Weeks after it paused hiring for corporate retail jobs, Amazon extends hiring freeze for roles across its corporate workforce
More bad news on the jobs front after Amazon said it is pausing hiring for roles in its corporate workforce.
The e-commerce and cloud giant announced the corporate hiring freeze in a memo to staff Thursday.
It comes after Amazon had already announced last month that it would freeze hiring for corporate roles in its retail business. This week’s announcement impacts Amazon’s other businesses, such as Amazon Web Services (AWS).
“With the economy in an uncertain place and in light of how many people we have hired in the last few years, Andy and S-team decided this week to pause on new incremental hires in our corporate workforce,” wrote Amazon’s senior VP of People Experience and Technology, Beth Galetti.
“We had already done so in a few of our businesses in recent weeks and have added our other businesses to this approach,” wrote Galetti. “We anticipate keeping this pause in place for the next few months, and will continue to monitor what we’re seeing in the economy and the business to adjust as we think makes sense.”
Galetti said that depending on the business or area of the company, Amazon will hire backfills to replace employees who move on to new opportunities.
She also wrote that there are some targeted places where Amazon will continue to hire people incrementally.
“We’re facing an unusual macro-economic environment, and want to balance our hiring and investments with being thoughtful about this economy,” wrote Galetti. “This is not the first time that we’ve faced uncertain and challenging economies in our past. While we have had several years where we’ve expanded our headcount broadly, there have also been several years where we’ve tightened our belt and were more streamlined in how many people we added.”
“With fewer people to hire this moment, this should give each team an opportunity to further prioritize what matters most to customers and the business, and to be more productive,” she wrote.
“We still intend to hire a meaningful number of people in 2023, and remain excited about our significant investments in our larger businesses, as well as newer initiatives like Prime Video, Alexa, Grocery, Kuiper, Zoox, and Healthcare,” she added.
CEO Andy Jassy cutting costs at Amazon by ending some projects and shedding warehouse space, after the firm went on a hiring spree during the Covid-19 pandemic, as it sought to keep pace with a online shopping surge during global lockdowns.
Late last week, Amazon posted mixed Q3 results after revenues for the three month period missed Wall Street expectations.
It posted a decline in Q3 profits down to $2.9 billion from $4.9bn in the same year ago quarter. However revenue was up 15 percent to $127.1bn.
But Amazon forecast its revenue for the holiday quarter would be less than analysts had expected, causing its stock to fall sharply.
Shares of Amazon are down more than 45 percent this year.
But by early 2022, e-commerce spending began to decelerate, and Amazon in the first quarter reported its slowest rate of revenue growth since the dot-com bust in 2001.
It also posted its first quarterly net loss since 2015.
Things did not get much better in the second quarter.
In July Amazon posted its second straight quarterly loss after a $3.9 billion write down of its investment in Rivian Automotive.
It is clear that Amazon is contending with supply chain issues, inflationary pressures, higher fuel prices, and higher wages (in order to attract and retain workers).

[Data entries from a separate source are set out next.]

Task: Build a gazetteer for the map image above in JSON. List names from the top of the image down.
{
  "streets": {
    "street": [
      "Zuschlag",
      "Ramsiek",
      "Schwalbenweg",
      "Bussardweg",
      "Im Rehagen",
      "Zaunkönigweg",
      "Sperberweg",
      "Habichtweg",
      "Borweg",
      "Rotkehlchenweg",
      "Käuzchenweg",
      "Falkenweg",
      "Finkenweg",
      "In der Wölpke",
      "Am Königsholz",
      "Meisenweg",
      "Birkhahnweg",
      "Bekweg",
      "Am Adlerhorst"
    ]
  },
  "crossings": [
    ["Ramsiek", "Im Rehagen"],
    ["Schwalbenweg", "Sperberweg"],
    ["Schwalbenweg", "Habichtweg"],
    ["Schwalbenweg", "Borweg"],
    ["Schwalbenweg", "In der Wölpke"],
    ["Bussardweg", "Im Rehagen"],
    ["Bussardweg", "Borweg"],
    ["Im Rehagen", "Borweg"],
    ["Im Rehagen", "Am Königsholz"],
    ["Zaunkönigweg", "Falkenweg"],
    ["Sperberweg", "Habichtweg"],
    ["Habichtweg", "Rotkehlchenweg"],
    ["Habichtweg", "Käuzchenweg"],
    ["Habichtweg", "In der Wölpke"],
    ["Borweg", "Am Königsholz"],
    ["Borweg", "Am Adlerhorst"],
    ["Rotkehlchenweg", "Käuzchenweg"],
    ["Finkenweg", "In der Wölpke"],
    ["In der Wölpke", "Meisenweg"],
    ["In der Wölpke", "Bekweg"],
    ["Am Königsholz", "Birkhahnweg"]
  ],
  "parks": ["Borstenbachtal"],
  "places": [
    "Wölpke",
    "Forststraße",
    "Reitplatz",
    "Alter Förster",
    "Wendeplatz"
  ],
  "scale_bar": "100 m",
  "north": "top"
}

Amazon recently announced pay increases for front-line employees in America, starting in October.
Amazon’s move to increase the wages of its US workforce came as it seeks to address high staff turnover levels.
Indeed, so serious is the staff turnover issue, that a leaked internal memo in July suggested that Amazon could deplete the US labour supply by 2024.
In recent months, Amazon has closed or cancelled the launch of new facilities, and it is delaying the opening of some new buildings after its expansion during the pandemic left it with too much warehouse space.
Amazon has reportedly closed nearly all of its US call centres in a bid to save on real estate.